İbretliklerin Meleksi Masumiyetlerini Koruma ve Yaşatma Derneği olarak öncelikle hepinizin yeni yılını kutluyor, size bol yardımlı ve bol erdemli bir 2015 diliyoruz.
Yeni yılda da envai çeşit yardım kampanyasına yenilerini de ekleyerek hız kesmeden devam edeceğiz.
Yazının başlığında da belirttiğimiz gibi Türkiye'nin pek çok yerindeki masum meleksi ibretliklere yardım için Çin Renminbi topluyoruz. Bağışlayacağınız her bir Renminbi ile her engelliye bir çin böreği alınacak. Eee ibret Çin'de olsa alınız.
Peki yardımları nasıl yapabilirsiniz? Sakın ha derneğimize gelmeye kalkıp da tezgâhımızı ortaya çıkarmayın! Biz zaten sokağa açacağız tezgâhımızı. O tezgâhlarda sizler için hazırladığımız bol ajitasyon full motivasyon içerikli Azmin Sesi gazetesi ve Umudun Rengi dergisi satıyoruz. Dergilerimiz kuşe kağıda basılı olup bandrol, kontrol, kayıt, teyit yoktur. Haa fiyat ibaresi de koymadık, cüzdandan ne çıkarsa. Adamın 100 lira veresi tutar da 10 lira yazısını görürse 90 lira zarara mı girelim?
Haa bu arada bizim olay gayet legal, zabıta gelse toplasa tezgâhı, basarız feryadı "Masum engellilere yardım etmemizi önlediler, engellilere acımadılar" deriz. "Devlet ibretle karşıya gelirse ne oy kalır ne de şatafatlı konvoy! Eee bunu da göze alamaz uzun kovboy.
Neyse biz meselemize dönelim. Tezgâhtaki adam ne bilsin bir Çin Renminbi kaç TL. Onlar sakat, suyun fiyatını bilmez. Siz yardımları lira cinsinden yapın, biz ne işler çeviriyoruz onu mu çeviremeyeceğiz?

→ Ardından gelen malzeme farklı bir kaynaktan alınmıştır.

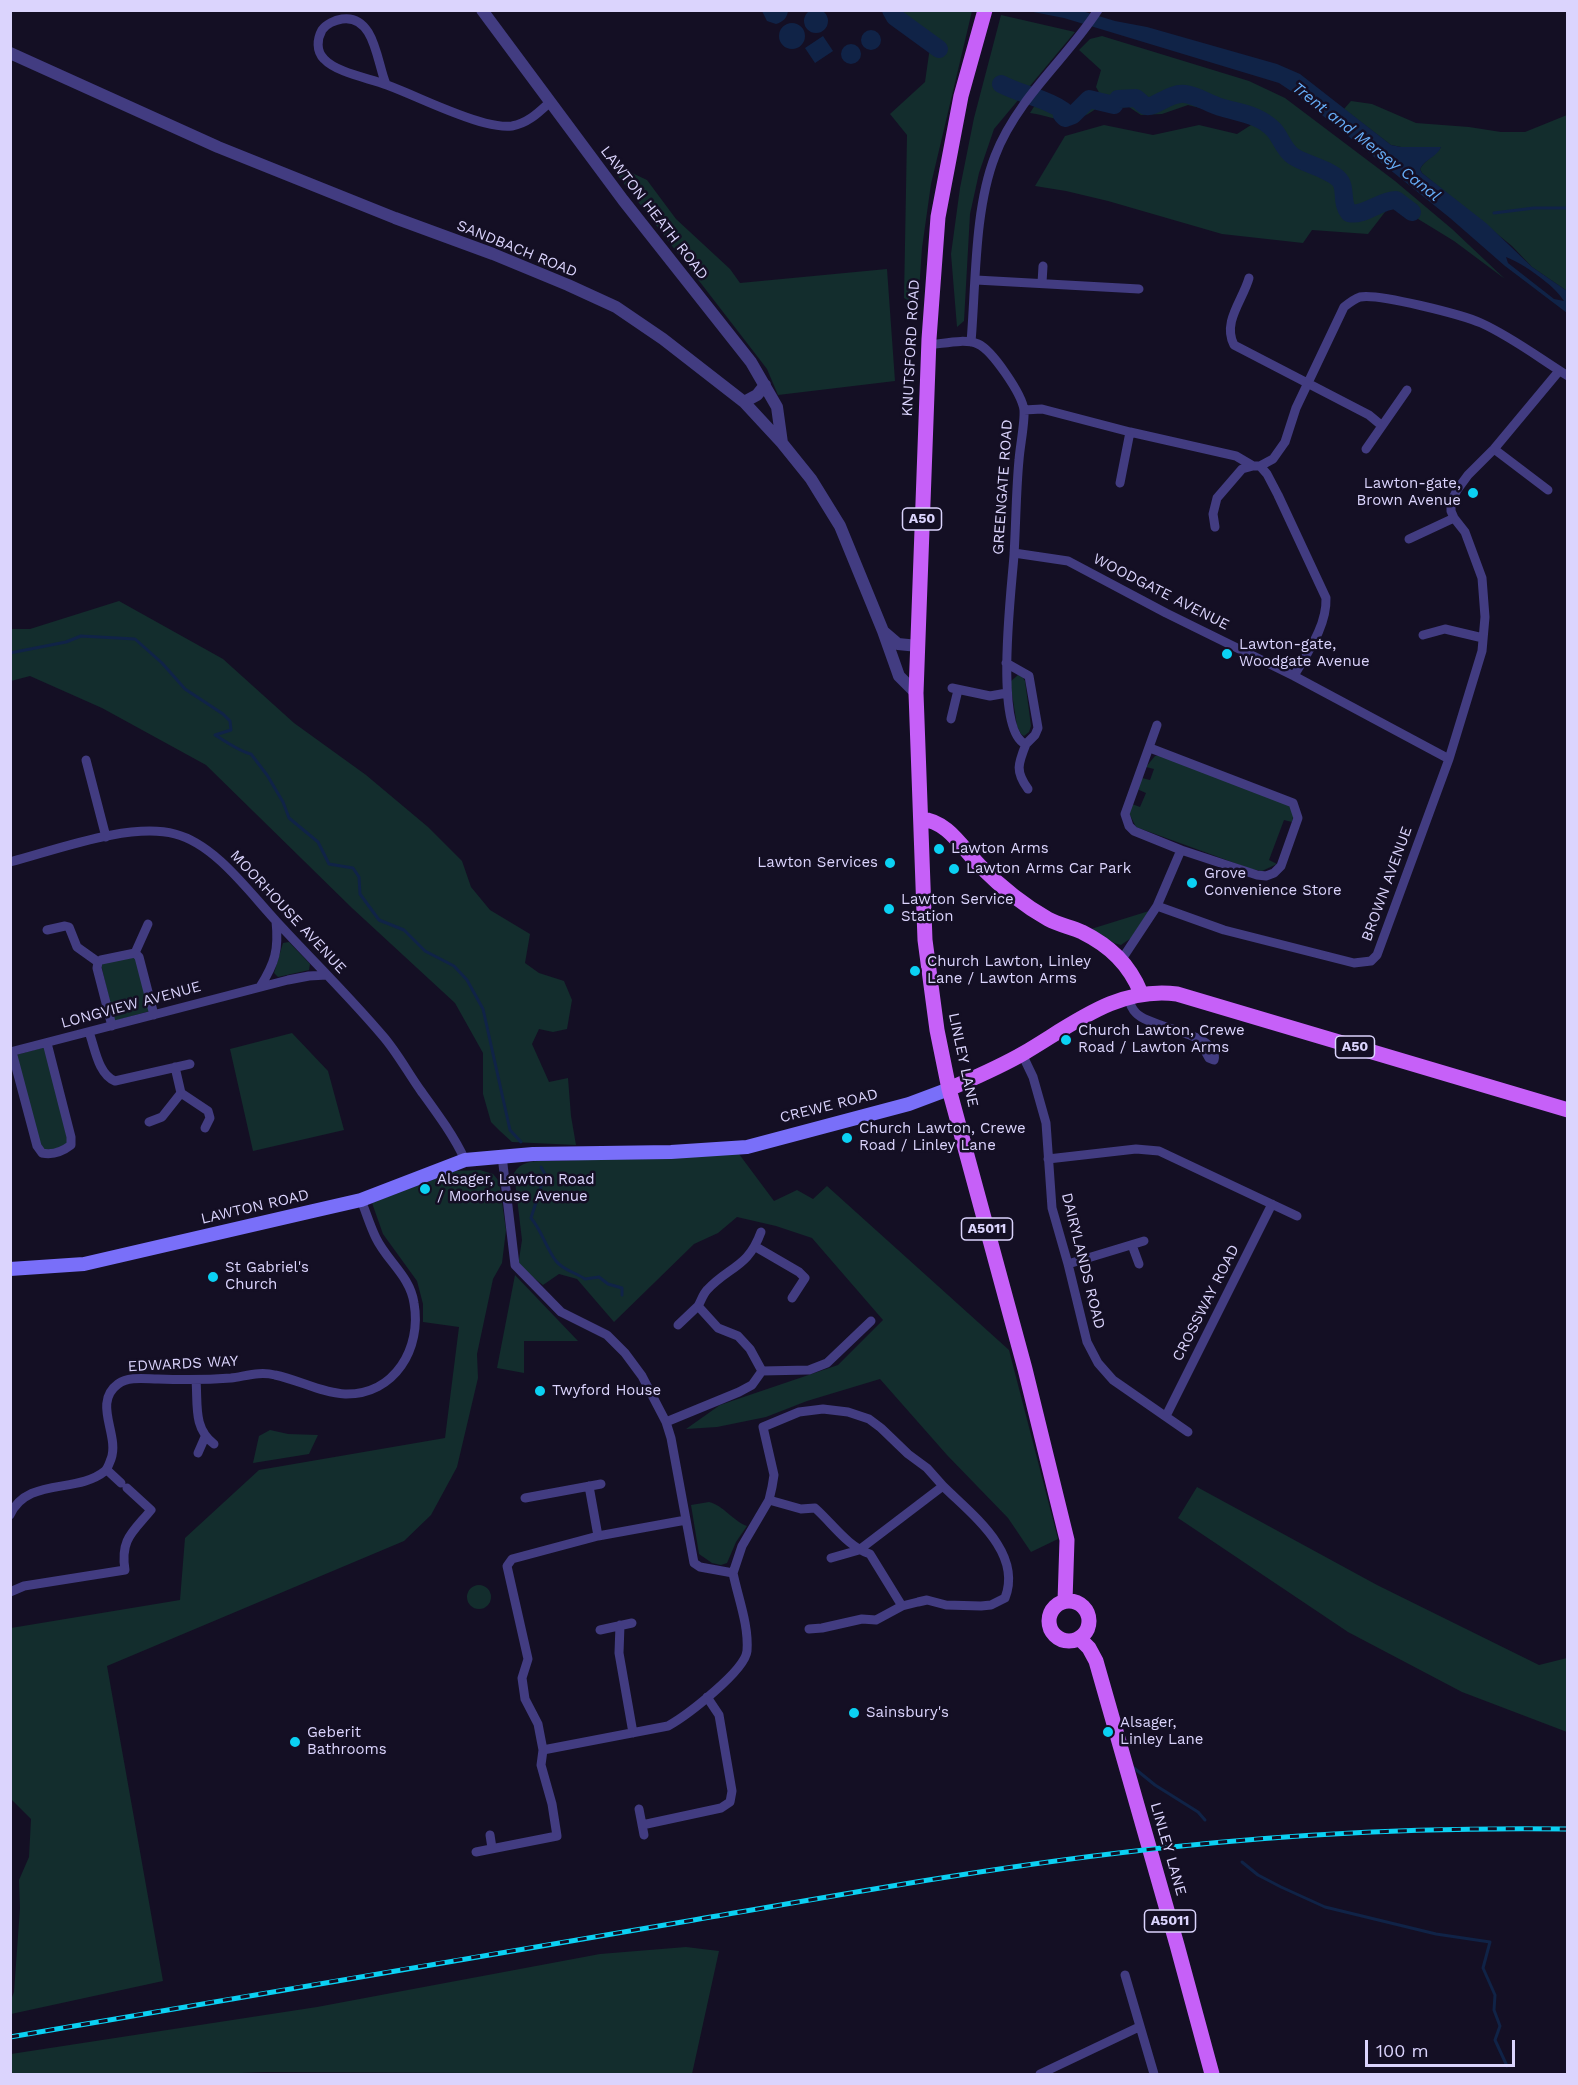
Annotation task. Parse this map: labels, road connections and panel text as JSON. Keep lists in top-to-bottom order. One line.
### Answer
{"streets":{"main road":["KNUTSFORD ROAD","A50","LINLEY LANE","CREWE ROAD","LAWTON ROAD","A5011"],"street":["LAWTON HEATH ROAD","SANDBACH ROAD","GREENGATE ROAD","WOODGATE AVENUE","BROWN AVENUE","MOORHOUSE AVENUE","LONGVIEW AVENUE","DAIRYLANDS ROAD","CROSSWAY ROAD","EDWARDS WAY"]},"crossings":[["LAWTON HEATH ROAD","SANDBACH ROAD"],["SANDBACH ROAD","KNUTSFORD ROAD"],["SANDBACH ROAD","LINLEY LANE"],["KNUTSFORD ROAD","LINLEY LANE"],["GREENGATE ROAD","WOODGATE AVENUE"],["A50","CREWE ROAD"],["WOODGATE AVENUE","BROWN AVENUE"],["MOORHOUSE AVENUE","LONGVIEW AVENUE"],["MOORHOUSE AVENUE","LAWTON ROAD"],["LINLEY LANE","CREWE ROAD"],["CREWE ROAD","LAWTON ROAD"],["CREWE ROAD","DAIRYLANDS ROAD"],["LAWTON ROAD","EDWARDS WAY"],["DAIRYLANDS ROAD","CROSSWAY ROAD"]],"water":["Trent and Mersey Canal"],"places":["Lawton-gate, Brown Avenue","Lawton-gate, Woodgate Avenue","Lawton Arms","Lawton Services","Lawton Arms Car Park","Grove Convenience Store","Lawton Service Station","Church Lawton, Linley Lane / Lawton Arms","Church Lawton, Crewe Road / Lawton Arms","Church Lawton, Crewe Road / Linley Lane","Alsager, Lawton Road / Moorhouse Avenue","St Gabriel's Church","Twyford House","Sainsbury's","Alsager, Linley Lane","Geberit Bathrooms"],"scale_bar":"100 m"}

Bununla da sınırlı kalamayız, bizim toplum pek sevmiyor okumayı, gazete falan çok satmaz, bizim evdeki yazıcıda basıyoruz ama kazandığımız paranın yarısı kâğıda kartuşa gidiyor, elde kalan dergiler de cabası. Onun için seyyar ibretlerden yardım istedik, Zavallılar evden çıkmış oldular. Hem gariplere şehir turu attırıyoruz, hem de mendil, su, çorap vs. sattırıyoruz. Aynı zamanda "Engellilerin çalışma azmine destek için..." ya da "Engellik kermesine bağış için..." gibi laflarla ortalığın tozunu attırıyoruz (Sakat seyyar satıcılardan farkları, bizimkiler boynuna sakat kimlik kartı asıyor.) Ayrıca, sakat seyyar satıcılar alınmasın. Seyyar satıcılar sattığı ürünleri ön plana çıkarırlar, bizimkiler sadece sakatlığı üzerinden para kazanıyor.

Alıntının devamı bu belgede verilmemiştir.